This award will support a multifaceted theoretical study of the mergers of various types of compact objects such as neutron stars. Understanding the full sequence of events in these mergers is a great interdisciplinary challenge of high current interest. The work will model binary formation and gravitational wave-driven inspiral; the hydrodynamics of mergers; the viscous, thermal and nuclear evolution of the post merger remnant; the general relativistic radiation hydrodynamics of the collapse to neutron stars and black holes (with its associated gravitational wave signals); and the nuclear and radiation hydrodynamics of the unbound ejecta that produces observable electromagnetic (light, radio wave, etc.) signals.

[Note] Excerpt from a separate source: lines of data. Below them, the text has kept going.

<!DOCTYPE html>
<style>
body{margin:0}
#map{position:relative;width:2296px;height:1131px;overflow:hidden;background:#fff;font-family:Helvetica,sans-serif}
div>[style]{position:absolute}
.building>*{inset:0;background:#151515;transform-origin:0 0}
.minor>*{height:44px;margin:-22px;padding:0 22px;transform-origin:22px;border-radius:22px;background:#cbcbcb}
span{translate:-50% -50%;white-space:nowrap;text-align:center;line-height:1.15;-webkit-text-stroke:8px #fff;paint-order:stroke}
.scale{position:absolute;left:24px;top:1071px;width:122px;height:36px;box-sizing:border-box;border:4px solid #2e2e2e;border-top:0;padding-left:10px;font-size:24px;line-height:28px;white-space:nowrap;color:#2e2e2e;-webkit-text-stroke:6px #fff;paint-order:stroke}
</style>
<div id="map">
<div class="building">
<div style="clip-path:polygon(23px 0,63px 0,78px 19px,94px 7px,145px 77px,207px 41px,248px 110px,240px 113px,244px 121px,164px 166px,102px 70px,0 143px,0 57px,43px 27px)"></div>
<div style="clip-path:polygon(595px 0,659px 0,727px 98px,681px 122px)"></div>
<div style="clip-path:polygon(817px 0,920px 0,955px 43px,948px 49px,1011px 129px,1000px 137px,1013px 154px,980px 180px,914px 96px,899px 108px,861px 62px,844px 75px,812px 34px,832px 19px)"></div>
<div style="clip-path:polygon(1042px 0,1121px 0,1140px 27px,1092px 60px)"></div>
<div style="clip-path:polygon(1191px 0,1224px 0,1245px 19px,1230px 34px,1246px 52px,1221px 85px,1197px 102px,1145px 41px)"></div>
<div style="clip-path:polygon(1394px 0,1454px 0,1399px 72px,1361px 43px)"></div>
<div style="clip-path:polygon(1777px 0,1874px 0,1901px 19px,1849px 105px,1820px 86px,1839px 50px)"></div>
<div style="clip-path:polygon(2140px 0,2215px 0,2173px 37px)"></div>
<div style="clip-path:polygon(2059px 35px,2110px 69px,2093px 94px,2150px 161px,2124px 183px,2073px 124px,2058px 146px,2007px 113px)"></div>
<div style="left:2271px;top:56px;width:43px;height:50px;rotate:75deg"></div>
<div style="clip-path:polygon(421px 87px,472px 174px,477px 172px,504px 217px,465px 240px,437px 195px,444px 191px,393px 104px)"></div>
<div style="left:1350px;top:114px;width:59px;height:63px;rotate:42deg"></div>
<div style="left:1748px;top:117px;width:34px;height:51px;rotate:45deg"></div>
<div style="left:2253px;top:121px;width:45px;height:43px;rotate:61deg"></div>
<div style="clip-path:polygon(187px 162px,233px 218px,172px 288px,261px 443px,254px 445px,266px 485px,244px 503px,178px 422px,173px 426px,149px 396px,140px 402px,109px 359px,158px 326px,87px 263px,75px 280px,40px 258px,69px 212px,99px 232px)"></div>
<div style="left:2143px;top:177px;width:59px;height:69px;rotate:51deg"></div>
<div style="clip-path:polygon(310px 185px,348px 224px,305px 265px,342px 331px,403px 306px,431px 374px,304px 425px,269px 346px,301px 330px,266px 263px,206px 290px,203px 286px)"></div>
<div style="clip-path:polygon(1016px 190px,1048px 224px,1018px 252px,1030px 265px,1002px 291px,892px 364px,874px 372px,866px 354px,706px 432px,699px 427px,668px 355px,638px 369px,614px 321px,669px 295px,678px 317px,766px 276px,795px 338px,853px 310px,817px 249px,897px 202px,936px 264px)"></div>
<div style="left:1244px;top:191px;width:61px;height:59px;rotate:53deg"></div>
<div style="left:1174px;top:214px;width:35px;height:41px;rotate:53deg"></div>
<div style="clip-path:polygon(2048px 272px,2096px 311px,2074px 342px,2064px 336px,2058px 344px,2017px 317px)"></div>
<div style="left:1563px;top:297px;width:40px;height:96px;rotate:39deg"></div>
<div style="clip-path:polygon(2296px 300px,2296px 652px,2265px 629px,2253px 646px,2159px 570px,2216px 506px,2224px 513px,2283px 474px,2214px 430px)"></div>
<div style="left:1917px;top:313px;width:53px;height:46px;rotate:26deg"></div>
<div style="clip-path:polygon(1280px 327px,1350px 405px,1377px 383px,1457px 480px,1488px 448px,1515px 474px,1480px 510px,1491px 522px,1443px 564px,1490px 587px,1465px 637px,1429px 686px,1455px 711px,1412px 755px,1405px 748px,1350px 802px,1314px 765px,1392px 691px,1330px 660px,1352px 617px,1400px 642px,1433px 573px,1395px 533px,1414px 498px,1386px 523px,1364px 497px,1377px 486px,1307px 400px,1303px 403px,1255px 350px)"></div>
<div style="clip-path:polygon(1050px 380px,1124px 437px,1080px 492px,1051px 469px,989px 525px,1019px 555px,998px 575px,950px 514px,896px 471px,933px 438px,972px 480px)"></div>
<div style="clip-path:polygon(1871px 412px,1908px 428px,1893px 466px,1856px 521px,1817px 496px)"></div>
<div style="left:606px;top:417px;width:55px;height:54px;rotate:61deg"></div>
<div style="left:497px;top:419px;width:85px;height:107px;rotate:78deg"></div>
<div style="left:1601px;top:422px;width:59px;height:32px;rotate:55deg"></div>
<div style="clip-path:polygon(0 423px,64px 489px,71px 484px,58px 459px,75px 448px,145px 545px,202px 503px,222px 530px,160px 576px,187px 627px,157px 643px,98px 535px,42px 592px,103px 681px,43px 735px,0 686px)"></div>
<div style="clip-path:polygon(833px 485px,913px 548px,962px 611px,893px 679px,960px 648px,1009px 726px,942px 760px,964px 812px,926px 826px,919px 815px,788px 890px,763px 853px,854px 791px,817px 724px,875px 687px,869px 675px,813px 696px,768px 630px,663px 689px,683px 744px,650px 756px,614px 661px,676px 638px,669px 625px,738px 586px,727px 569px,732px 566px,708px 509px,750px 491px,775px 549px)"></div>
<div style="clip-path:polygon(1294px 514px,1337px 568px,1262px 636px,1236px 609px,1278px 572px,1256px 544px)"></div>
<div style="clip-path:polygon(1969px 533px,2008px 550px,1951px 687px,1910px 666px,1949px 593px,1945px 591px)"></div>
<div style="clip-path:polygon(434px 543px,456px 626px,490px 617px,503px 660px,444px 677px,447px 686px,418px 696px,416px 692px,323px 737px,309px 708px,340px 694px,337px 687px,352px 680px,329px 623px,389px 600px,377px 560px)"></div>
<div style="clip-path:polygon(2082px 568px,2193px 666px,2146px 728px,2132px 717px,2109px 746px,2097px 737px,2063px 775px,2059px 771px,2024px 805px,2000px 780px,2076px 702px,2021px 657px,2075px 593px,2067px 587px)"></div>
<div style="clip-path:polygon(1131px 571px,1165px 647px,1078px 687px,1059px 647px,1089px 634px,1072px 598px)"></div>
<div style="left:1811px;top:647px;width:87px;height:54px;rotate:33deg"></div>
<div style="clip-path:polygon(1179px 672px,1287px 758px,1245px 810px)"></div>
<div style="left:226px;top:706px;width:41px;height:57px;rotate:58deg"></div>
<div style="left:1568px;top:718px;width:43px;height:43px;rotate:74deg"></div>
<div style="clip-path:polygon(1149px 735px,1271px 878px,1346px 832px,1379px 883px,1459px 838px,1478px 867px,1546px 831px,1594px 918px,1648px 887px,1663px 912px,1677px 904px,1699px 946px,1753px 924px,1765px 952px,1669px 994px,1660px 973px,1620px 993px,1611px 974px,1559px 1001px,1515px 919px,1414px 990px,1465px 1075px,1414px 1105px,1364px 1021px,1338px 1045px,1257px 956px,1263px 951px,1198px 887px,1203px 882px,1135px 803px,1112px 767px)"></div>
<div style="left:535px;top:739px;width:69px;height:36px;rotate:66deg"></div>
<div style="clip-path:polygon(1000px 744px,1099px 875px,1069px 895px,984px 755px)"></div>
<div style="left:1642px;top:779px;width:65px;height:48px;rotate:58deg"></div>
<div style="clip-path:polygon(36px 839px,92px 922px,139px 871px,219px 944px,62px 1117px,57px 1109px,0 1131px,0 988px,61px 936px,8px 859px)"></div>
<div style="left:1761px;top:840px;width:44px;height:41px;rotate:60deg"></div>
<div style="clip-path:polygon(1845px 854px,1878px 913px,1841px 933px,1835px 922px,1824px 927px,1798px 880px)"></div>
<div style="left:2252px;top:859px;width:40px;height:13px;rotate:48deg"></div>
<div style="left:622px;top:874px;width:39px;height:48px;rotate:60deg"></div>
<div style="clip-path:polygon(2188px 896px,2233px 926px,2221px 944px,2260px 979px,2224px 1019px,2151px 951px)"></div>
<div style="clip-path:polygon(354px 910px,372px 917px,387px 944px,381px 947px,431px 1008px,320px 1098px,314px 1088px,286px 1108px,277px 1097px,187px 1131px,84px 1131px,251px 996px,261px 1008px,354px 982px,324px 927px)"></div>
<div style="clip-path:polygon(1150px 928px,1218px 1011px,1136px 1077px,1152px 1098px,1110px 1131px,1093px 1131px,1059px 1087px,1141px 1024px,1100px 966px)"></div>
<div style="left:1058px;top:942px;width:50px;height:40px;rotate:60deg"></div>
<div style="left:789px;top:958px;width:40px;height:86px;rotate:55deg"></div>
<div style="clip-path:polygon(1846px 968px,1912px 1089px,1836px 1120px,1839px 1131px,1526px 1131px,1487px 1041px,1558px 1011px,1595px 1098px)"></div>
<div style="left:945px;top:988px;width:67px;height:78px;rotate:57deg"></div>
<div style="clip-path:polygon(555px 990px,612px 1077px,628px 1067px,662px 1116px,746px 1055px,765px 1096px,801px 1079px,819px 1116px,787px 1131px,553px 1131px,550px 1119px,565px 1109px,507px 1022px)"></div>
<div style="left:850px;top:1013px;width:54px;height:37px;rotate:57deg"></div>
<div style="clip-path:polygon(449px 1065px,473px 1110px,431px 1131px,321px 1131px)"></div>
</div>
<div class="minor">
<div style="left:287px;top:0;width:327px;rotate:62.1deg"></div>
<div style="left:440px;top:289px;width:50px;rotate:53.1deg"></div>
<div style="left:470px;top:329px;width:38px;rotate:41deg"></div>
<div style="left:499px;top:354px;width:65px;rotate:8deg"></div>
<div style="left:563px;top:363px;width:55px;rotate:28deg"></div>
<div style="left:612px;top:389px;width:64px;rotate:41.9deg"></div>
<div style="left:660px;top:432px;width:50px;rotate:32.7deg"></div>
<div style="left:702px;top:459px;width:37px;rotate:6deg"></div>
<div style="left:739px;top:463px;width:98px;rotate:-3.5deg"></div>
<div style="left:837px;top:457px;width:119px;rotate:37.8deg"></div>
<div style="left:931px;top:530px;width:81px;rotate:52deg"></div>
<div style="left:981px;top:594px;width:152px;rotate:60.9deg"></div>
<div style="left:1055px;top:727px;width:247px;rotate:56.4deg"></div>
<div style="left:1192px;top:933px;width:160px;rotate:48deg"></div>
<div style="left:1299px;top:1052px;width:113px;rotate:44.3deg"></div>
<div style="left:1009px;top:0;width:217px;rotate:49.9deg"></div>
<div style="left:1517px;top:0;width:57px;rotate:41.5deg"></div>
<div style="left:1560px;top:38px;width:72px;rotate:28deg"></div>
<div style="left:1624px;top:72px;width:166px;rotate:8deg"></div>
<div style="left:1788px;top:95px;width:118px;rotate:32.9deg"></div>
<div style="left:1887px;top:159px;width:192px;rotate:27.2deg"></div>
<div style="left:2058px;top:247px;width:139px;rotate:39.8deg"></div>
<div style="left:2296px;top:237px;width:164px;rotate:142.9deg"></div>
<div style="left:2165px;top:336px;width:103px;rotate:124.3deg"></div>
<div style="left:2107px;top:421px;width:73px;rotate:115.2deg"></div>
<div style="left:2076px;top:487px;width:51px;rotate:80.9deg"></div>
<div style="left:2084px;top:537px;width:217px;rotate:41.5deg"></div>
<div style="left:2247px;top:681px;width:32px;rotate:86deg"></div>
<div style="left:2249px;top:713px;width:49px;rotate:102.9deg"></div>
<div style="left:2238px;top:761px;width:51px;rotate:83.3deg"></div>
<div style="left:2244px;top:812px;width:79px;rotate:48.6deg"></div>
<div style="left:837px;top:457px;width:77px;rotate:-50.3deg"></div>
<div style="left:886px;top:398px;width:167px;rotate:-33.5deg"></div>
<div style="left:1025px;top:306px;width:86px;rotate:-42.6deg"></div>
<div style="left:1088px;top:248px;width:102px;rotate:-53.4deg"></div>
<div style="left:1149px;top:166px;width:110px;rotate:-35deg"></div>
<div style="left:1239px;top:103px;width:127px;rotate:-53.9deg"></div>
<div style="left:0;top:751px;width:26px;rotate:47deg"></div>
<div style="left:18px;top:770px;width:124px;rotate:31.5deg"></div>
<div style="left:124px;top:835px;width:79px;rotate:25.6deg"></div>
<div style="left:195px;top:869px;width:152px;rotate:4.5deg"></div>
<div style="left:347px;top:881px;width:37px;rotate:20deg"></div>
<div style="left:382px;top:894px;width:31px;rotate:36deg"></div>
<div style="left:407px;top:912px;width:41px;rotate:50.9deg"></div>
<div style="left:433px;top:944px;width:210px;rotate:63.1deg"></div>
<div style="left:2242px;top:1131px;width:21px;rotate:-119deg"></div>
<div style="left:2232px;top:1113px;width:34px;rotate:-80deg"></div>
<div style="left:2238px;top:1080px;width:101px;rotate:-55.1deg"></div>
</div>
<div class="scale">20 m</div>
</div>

A major motivation is to model both gravity wave and electromagnetic signatures from these mergers. The two types of signatures provide important information about different regions of the sources. Gravitational waves will determine the 'engine' of the sources, their masses, spins, and inclinations. The electromagnetic signals will provide the precise locations, compositions, and their relation to the rest of astrophysics (nucleosynthesis, pulsars, magnetars, transients, Type Ia supernovae, formation rates and progenitors).
The project will contribute to the training of graduate students and in regular student exchanges between the participating institutions. Members of the research team will continue their efforts to give non-technical lectures for the public, high schools and undergraduate institutions, and consult on curricula, films, TV and radio. The results of this research, on topics that tend to generate broad interest (stellar collisions, explosions, collapse to black holes, gravitational waves in space-time), will be incorporated into these activities. The team will also make the results from this study widely available to the astrophysics community.